Como podem ver, a Dona de Casa me tortura e me submete. Luto com ela todos os dias, às vezes venço, muitas vezes perco. Ter filhos e família é ganhar de presente um megacombo: “manter a casa funcionando continuamente”. O feminismo explica isso com a Teoria da Reprodução Social – reprodução sendo tudo o que permite manter a vida (cuidado, higiene, saúde, alimentação, moradia, descanso, educação etc). Por um azar histórico essa manutenção diária da vida coube a nós, mulheres. No caso do marido, ele pode dividir com você essa função, ou ser apenas mais uma vida pra você manter. Às vezes é melhor ficar sem.

Voltando à casa, manter a vida se desdobra em mil tarefas. Uma casa que favoreça a sobrevivência humana é como resolver uma equação de vários graus. Calcular o que comprar no supermercado, na mirabolante tarefa cada vez mais difícil de ter comidas saudáveis e baratas em casa; picar, descascar, preparar, tudo isso em recipientes limpos que você vai ter lavado. Tenho aprendido que, à medida que os bebês crescem, começam a ficar mais esfomeados (= mais comida a preparar). Também se descobre que tem comidas que “rendem” e agradeço muito à sabedoria popular pelo feijão tropeiro, pelo “feijão rico”, o baião de dois e todos os cozidos de carne com legumes (e aos chineses pelo frango xadrez).

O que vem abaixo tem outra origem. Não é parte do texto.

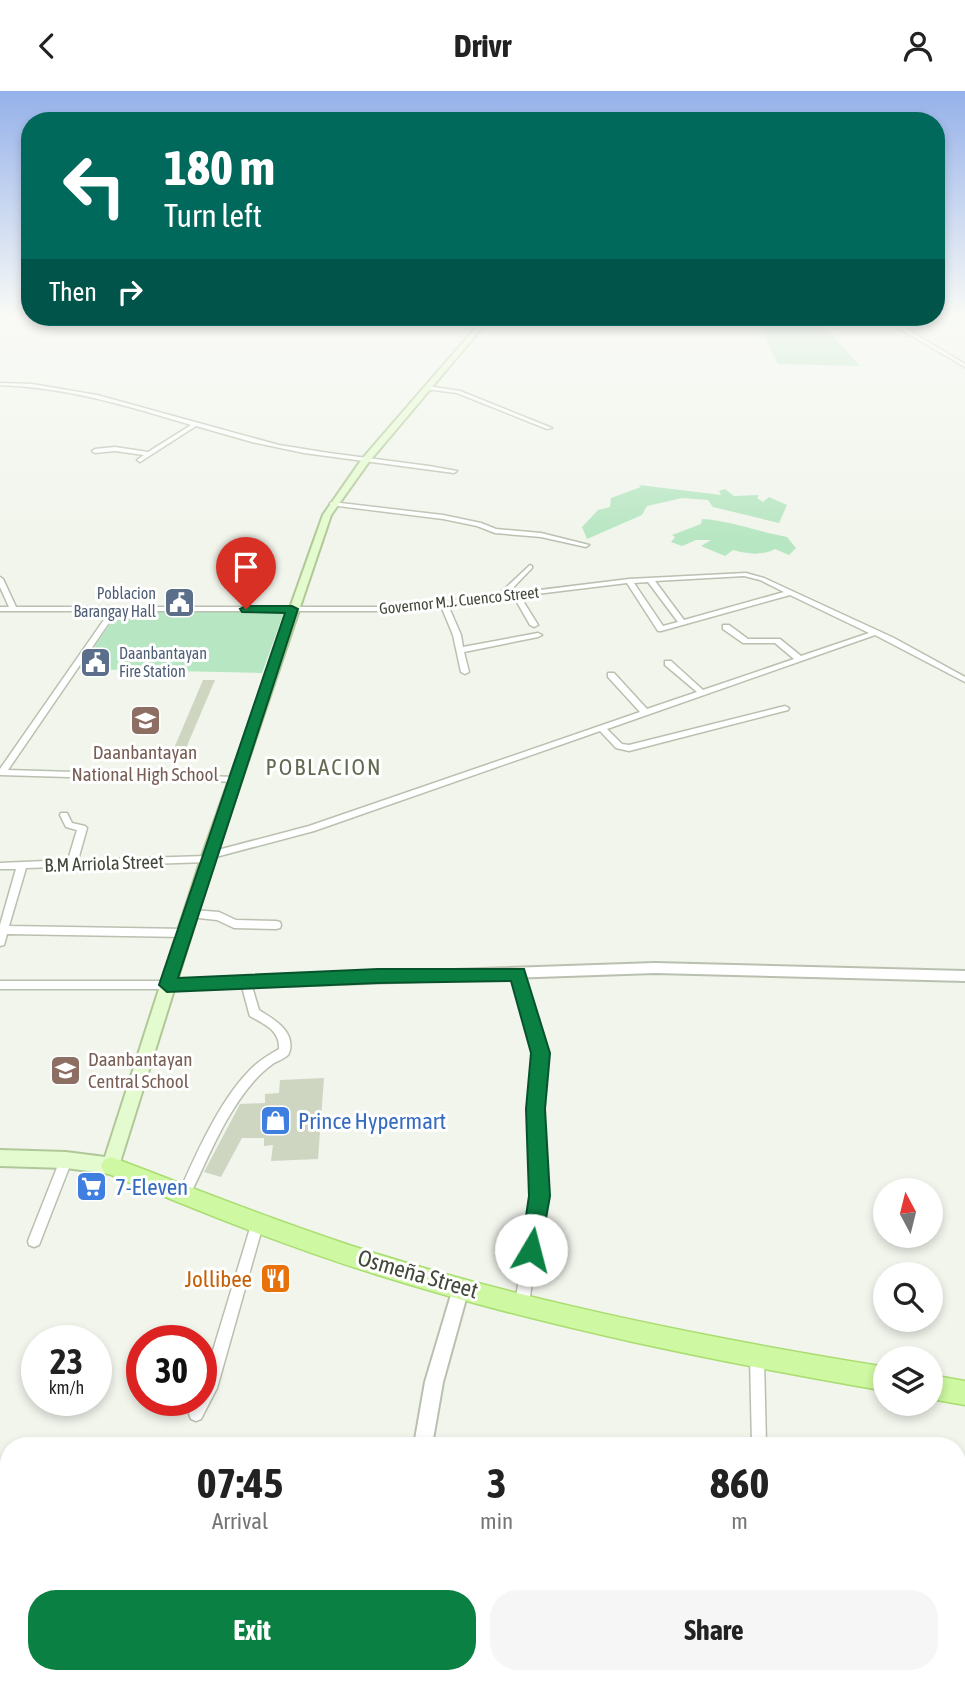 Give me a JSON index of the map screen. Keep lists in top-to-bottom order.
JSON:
{
  "streets": {
    "main road": ["Osmeña Street"],
    "street": ["Governor M.J. Cuenco Street", "B.M Arriola Street"]
  },
  "districts": ["POBLACION"],
  "places": {
    "public building": ["Poblacion Barangay Hall", "Daanbantayan Fire Station"],
    "school or university": ["Daanbantayan National High School", "Daanbantayan Central School"],
    "shop": ["Prince Hypermart"],
    "supermarket": ["7-Eleven"],
    "restaurant": ["Jollibee"]
  },
  "north": "top",
  "page": {
    "header": "Drivr",
    "turn": ["180 m", "Turn left"],
    "then": "Then",
    "speed": "23 km/h",
    "limit": "30",
    "eta": [
      "07:45",
      "Arrival",
      "3",
      "min",
      "860",
      "m"
    ],
    "buttons": ["Exit", "Share"]
  }
}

Alguém pode dizer: mas comer é algo bom, cozinhar tem uma recompensa! Até seria se você não tivesse que lavar as vasilhas depois. Eu não me importaria nem um pouco em ter restaurantes populares em cada bairro pra almoçar e jantar todo dia – aliás, uma ideia socialista que muito me encanta.

Porém na casa, mais do que na comida, está a verdadeira tortura, porque nela impera a “lei do retorno”: o que você NÃO faz volta pra você depois. Tem vida a casa. Você descobre que moscas podem se tornar resistentes ao frio e ir morar na geladeira suja. As formigas podem se multiplicar entusiasmadas pelos farelos que você não varreu (uma vez contei 5 espécies diferentes de formiga em casa). Uma panela esquecida sem lavar pode ser a moradia de coisas inimagináveis e difíceis de tirar.

Não tenho dúvidas de que, se vivêssemos num mundo não machista, todo esse trabalho braçal diário já teria sido robotizado ou, em alguns casos, seria coletivo ou estatal. Nós mulheres teríamos mais tempo de lazer, convívio com família e amigos, estudos, esportes e arte. As que gostam de cozinhar, seriam cozinheiras ou cozinhariam nos momentos de lazer – e não por obrigação.

Manter a vida seria uma tarefa coletiva, e não das mulheres ou da família trabalhadora, que hoje arcam sozinhas com todo o peso. O fato é que, com a possibilidade real de ocupar outros lugares e funções sociais mais gratificantes, as mulheres seriam muito mais incríveis do que já são…


Autora: Lívia Furtado é mãe, jornalista e bancária em BH/MG. Publica o blog jornaliviablog.blogspot.com com artigos e crônicas sobre maternidade, feminismo, política e literatura. Instagram: @liviacarvalhofurtado. Twitter: @jornalivia.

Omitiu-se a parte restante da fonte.